Im September war Volker Kufahl Mitglied der international besetzten Dokumentarfilmjury beim 12. Internationalen Arthouse Filmfestival (BIAFF) in Batumi am Schwarzen Meer, deren Vorsitz der 79-jährige Regisseur Alexander Rekhviashvili aus Georgien innehatte. Bei dieser Gelegenheit schloss Kufahl eine Kooperationsvereinbarung mit seinen georgischen Festivalkollegen Giorgi Gogiberidze und Zviad Eliziani.
Hauptbestandteil der Vereinbarung ist die Kooperation der beiden Festivals in Form eines filmkulturellen Austauschs zwischen Deutschland und Georgien.
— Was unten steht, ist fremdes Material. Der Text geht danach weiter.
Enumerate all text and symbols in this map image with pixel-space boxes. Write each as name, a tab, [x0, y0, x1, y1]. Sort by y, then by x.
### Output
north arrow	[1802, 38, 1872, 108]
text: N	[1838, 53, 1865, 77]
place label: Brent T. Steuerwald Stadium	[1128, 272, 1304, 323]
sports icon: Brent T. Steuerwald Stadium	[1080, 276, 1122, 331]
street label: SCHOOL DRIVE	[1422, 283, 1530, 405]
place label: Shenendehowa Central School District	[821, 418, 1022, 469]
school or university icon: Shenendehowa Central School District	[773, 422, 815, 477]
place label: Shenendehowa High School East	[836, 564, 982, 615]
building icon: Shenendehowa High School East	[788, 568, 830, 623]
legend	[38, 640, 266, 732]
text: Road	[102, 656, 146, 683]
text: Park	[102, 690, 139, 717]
Beim 28. FILMKUNSTFEST MV im Mai 2018 sollen in Kooperation mit dem BIAFF aktuelle georgische Spielfilme, Dokumentationen und Kurzfilme aufgeführt und georgische Filmschaffende nach Schwerin eingeladen werden.
Georgien verfügt über eine reiche Filmtradition, an der zu Zeiten der UdSSR die Grusia-Film-Studios in der Hauptstadt Tiflis bedeutenden Anteil hatten. Seit einiger Zeit macht das Land auf internationalen Filmfestivals mit seiner Filmkultur wieder auf sich aufmerksam. Auf der letzten Berlinale war Georgien gleich mit 3 Filmen vertreten. Der Film „Die Maisinsel“ von George Ovashvili wurde 2014 und 2015 auf zahlreichen internationalen Festivals ausgezeichnet. Vor kurzem lief der neue Film des georgisch-deutschen Regiepaares Nana Ekvtimishvili und Simon Groß, „Meine glückliche Familie“, in den deutschen Programmkinos. Einer der großen Autorenfilmer des Weltkinos, der 1934 in Tiflis geborene Otar Iosseliani, veröffentlichte 2015 mit „Chant d’Hiver“ („Winter Song“) ein Meisterwerk. 2018 wird Georgien auch Gastland der Frankfurter Buchmesse sein.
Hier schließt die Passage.